Alsop was not the only journalist in Washington to play along with the CIA. Jean Friendly's husband, Washington Post managing editor Alfred Friendly, "never told secrets," she said. The CIA "trusted him." James Reston, the all-powerful Washington bureau chief of the New York Times, kept some distance from the Georgetown cocktail circuit, but he spent hours talking to Wisner, and his next-door neighbor, with whom he talked through a hole in the fence, was Paul Nitze. When the occasional journalist dared to cross the national security establishment, he was cut off. Drew Pearson, a muckraking columnist, was struck from the guest list of the Bankruptcy Ball because he had written something critical about Paul Nitze. Many reporters, like the Alsops, knew about CIA plots to overthrow the governments of Iran and Guatemala, but they did not print a word. It is no wonder that men like Richard Bissell believed they could try ever-more ambitious operations without fear of damaging leaks.

(4) Hugh Wilford, The Mighty Wurlitzer: How the CIA Played America (2008)

Braden's article had all the appearances of an unauthorized action by a famously maverick operator, even to those who had once managed him at the CIA. However, some clues point to a different interpretation of the Saturday Evening Post piece... In a memorandum from National Security Advisor Walt W. Rostow to President Johnson dated April 19, 1967. "I assume you know of the forthcoming Braden article on the CIA in the Saturday Evening Post," the note reads. "Here is the story from Dick Helms." Although the attached report by the DCI is missing, Rostow's covering memo suggests that the Agency not only had sufficient advance warning of the article's appearance for it to invoke Braden's secrecy oath and thereby prevent publication, it might even have played a part in the piece's planning, along with a knowledgeable and supportive White House.

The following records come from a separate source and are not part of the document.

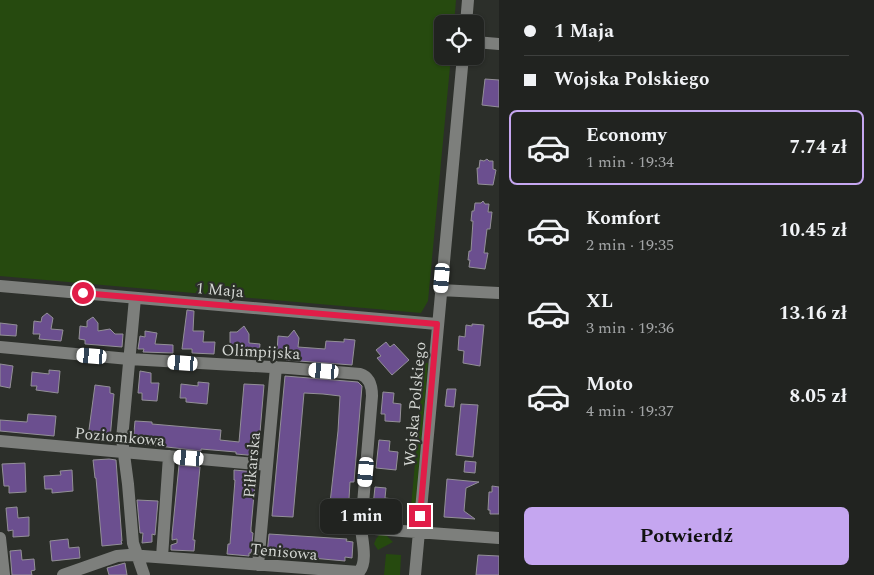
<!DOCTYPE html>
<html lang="pl">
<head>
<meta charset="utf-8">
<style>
	:root { --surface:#212320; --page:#292b29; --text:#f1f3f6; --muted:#a2a4a5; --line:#3e403e; --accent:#c5a6f0 }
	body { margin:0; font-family:Spectral,serif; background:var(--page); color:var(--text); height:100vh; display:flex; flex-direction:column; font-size:19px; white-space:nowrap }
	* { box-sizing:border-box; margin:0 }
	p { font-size:16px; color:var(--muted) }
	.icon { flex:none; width:28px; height:28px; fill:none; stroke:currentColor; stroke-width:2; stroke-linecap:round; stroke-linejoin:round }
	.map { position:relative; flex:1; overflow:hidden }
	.details { display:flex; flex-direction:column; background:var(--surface); width:375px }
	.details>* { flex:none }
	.top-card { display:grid; align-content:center; height:110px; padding:0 25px; background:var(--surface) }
	.buttons { position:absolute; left:434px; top:15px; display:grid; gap:10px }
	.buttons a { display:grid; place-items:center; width:50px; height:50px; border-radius:8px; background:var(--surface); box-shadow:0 1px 4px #0004,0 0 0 1px var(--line); font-size:25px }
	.end { position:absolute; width:22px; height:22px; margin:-11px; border:6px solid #e11d48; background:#fff; box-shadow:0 0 0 2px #fff }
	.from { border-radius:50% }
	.bubble { position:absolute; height:35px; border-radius:8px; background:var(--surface); box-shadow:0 1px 4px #0004,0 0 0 1px var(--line); font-size:16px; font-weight:700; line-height:35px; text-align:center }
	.car { position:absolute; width:15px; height:30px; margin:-15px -8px; border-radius:6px; box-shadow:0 0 4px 1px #0007; background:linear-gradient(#fff 24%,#345 0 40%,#fff 0 76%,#345 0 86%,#fff 0) }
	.top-card b { display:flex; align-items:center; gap:18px; height:48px; font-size:19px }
	.top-card b+b { border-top:1px solid var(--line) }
	.top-card i { width:12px; height:12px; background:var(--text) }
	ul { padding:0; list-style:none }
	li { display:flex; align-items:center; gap:15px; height:75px; margin:0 10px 8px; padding:0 15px; border:2px solid transparent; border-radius:8px }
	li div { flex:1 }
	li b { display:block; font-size:19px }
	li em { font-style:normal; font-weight:700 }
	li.current { border-color:var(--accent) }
	li>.icon { width:45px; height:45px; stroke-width:1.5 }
	.action { display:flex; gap:10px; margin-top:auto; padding:10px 25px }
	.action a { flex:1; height:58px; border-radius:8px; background:var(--accent); color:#111; font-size:20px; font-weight:700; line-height:58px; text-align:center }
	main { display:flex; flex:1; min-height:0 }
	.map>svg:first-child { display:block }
</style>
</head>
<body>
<main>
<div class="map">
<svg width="499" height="575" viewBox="0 0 499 575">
	<rect width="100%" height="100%" fill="#2c2f2a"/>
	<path fill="#264a0f" d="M0,0h456l-2,24h-12v32h9l-23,245 -7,12 -421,-37z
		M424,363h4l-13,149h-3l-1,-5z
		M379,535h7l7,7 -15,8 -4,-6 2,-5z
		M386,554l15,1 -1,20h-16z"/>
	<path fill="#6b4f8f" stroke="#939097" d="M485,79l14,1v27l-17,-2z
		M487,159l2,2h4v8l3,1 -3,15 -15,-1 -1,-16h2l1,-8 4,1z
		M483,201l2,3h4l-1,8h4l-2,17h-3l-3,24h4l-3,16 -16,-2 1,-7h-2l1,-9h2l2,-30h-2l1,-10h2l1,-8h6z
		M187,310l7,1 -1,20h11l-1,11h12l-1,12 -22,-1v-4h-10z
		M47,313l6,5 -2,11 12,1 -2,11 -22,-2 1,-5h-7l1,-13 7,1 1,-5z
		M93,317l5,6v8l12,-2 5,5h8l-1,13 -37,-3v-4l-6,-1 1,-13 7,1v-6z
		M0,323l17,2 -1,11 -16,-1z
		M472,324l12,1 -4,41 -17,-3 1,-12 -6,-1 1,-14 6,1 1,-12 6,1z
		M244,326l5,8v9l11,1 -1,11 -22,-1v-4h-7v-18h7z
		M294,330l5,8 -1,9 27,2 1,-8 18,1v-3l11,1 -3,25 -66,-5v-7l-9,-1 1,-16 10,1z
		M145,331l12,2 -2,11 18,1v8l-30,-1 1,-3h-6l2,-13 5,1z
		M386,342l4,5 4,-3 15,16 -17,15 -15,-17 4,-2 -5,-6z
		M0,364l13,2 -3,22 -10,-2z
		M49,370l11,1 -2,22 -22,-3 1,-4h-6l1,-14 17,2z
		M140,371l11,2v10h8l-2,18 -15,-1v-7h-4z
		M285,376l73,6 4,4 -8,96h-4l-1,17h4l-2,24 -23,-2 10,-90 2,-35 -17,-2 -19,-1 -11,124 -21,-1z
		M198,382l11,1 -2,21 -21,-2v-4h-6l1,-14 17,2z
		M244,384l20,1 -6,71 -22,-2v-2l-35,-3v2l-68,-8 2,-22 17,1v2l69,6 -1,10 19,2z
		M95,385l15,2v6l4,1 -4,45 -22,-2z
		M447,389h9l-2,18 -9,-1z
		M383,392l11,1 -1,10 8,1 -1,18 -15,-1v-7h-4z
		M461,404l17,1 -5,52 -17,-2z
		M28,414l28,2 -2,20 -54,-5v-11l27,2z
		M379,440l11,1 -1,10 9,1 -2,18 -20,-2z
		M109,459l7,1 6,81h-1l1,3 -20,2 -6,-68h-1l-2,-18z
		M465,461l11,1 -1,11 -11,-1z
		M25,463l1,29 -17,1v-7h-5l-2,-22z
		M179,465l21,2 -7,73h2l-1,11 -23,-1v-5l6,-2v-4l-5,1v-5z
		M72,470l1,21 -21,2v-4h-7l-1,-13 17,-1 -1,-4z
		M234,470l22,2 -5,56v4l2,1 -2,20h-2v3l-22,-2 1,-10h2l5,-64h-1z
		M447,479l32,3 -13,6 -2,23 11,8 -31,-2z
		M492,486l7,1v27h-9v-4h-2l1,-18h3z
		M375,487l11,1 -1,10 8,1 -1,18 -20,-2z
		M137,500l21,1 -3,34 -3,-1v8l-10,1 1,-10h-3z
		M17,507l1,11 11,-1v19l-16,1v-7l-5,1 -2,-23z
		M269,534l78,5 -1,2 7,1 -1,16 -7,-1v4l-78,-7z
		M68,539l1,9 10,-1 1,11 -28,3 -2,-20z
		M21,550l1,10 12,-1 1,11 -4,1 1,4h-20l-2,-24z
		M478,555l21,1v19h-23z
		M125,563l2,12h-18l-2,-7z"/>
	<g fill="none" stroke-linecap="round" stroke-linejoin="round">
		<path stroke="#7d7f7c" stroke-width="12" d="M466,24l2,-24
			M475,42l24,2
			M0,286l437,38
			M440,290l59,3
			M135,298l-13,141 6,45 5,59 11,32
			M0,347l129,12 159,9 72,6c10,3 12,13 12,22l-11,132c1,12 7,34 -2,44l-230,-17 -12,1 -54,19
			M0,441l267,24
			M361,528l138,10
			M0,538l4,37
			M162,557l7,-101
			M258,565l18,-198
			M415,575l48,-519"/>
	</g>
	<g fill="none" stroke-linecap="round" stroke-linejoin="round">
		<path stroke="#e11d48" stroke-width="6" d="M83,293l354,31 -17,192"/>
	</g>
	<g text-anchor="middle" stroke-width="4.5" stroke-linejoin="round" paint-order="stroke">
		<g font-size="16" fill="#d3d6d2" stroke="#2c2f2a">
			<text transform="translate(220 289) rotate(5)" y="6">1 Maja</text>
			<text transform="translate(261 351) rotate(3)" y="6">Olimpijska</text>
			<text transform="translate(414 404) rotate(-85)" y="6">Wojska Polskiego</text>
			<text transform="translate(120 436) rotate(5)" y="6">Poziomkowa</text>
			<text transform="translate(251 465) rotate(-85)" y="6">Piłkarska</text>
			<text transform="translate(284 551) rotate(5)" y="6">Tenisowa</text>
		</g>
	</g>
</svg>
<div class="buttons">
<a><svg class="icon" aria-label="locate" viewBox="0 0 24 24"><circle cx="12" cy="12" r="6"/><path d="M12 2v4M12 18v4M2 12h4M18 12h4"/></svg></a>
</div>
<i class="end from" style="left:83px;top:293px"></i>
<i class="end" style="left:420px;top:516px"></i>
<div class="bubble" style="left:320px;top:499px;width:82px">1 min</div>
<i class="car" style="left:442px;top:278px;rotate:185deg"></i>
<i class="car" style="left:92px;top:356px;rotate:275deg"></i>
<i class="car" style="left:183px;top:363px;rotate:274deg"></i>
<i class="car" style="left:324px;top:371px;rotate:275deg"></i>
<i class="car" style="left:189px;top:458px;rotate:275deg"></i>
<i class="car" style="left:366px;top:472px;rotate:185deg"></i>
</div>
<section class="details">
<div class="top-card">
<b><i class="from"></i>1 Maja</b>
<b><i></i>Wojska Polskiego</b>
</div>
<ul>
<li class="current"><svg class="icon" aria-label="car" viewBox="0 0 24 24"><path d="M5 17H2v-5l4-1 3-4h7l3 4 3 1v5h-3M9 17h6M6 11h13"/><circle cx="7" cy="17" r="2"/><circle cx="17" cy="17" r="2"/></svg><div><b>Economy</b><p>1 min · 19:34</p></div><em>7.74 zł</em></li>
<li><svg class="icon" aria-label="car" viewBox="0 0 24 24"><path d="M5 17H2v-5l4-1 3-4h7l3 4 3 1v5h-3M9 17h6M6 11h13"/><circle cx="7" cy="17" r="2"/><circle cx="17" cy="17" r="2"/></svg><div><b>Komfort</b><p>2 min · 19:35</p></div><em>10.45 zł</em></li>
<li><svg class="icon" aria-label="car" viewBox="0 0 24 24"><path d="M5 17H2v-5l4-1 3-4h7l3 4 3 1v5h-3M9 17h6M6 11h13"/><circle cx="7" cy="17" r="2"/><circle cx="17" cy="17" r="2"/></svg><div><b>XL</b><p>3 min · 19:36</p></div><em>13.16 zł</em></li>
<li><svg class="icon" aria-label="car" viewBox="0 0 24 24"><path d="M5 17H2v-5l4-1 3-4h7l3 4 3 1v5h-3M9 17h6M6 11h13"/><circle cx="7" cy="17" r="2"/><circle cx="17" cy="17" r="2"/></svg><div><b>Moto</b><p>4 min · 19:37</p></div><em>8.05 zł</em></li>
</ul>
<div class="action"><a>Potwierdź</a></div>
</section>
</main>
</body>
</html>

Two other pieces of circumstantial evidence point to the same tentative conclusion. One is the fact that the CIA had planted stories in the Saturday Evening Post before, with the help of one of its editors, Stewart Alsop. According to Braden's later recollection, Alsop also collaborated in the drafting of the article... Second, much press coverage of the article's impact dwelled disproportionately on the embarrassment of the non-communist leftists identified as witting assets by Braden, especially Victor Reuther...

It was a well-worn technique of the CIA to blow the cover of covert operations when they were no longer considered desirable or viable, and there were a number of reasons why, by April 1967, the Agency might have tired of its alliance with the non-communist left. For one, the NCL had become a far less reliable instrument of U.S. foreign policy than it had been a decade earlier. With their propensity for criticizing the war in Vietnam. ADA-style left-liberals such as the Reuther brothers were increasingly perceived in Washington as a hindrance rather a help in the prosecution of the Cold War. This view had, of course, long been held by conservatives such as James Burnham, but it had now come to be shared by the Johnson White House, with the president himself deeply resentful of liberal anti-communists who had once supported U.S. policy in Vietnam and now opposed it.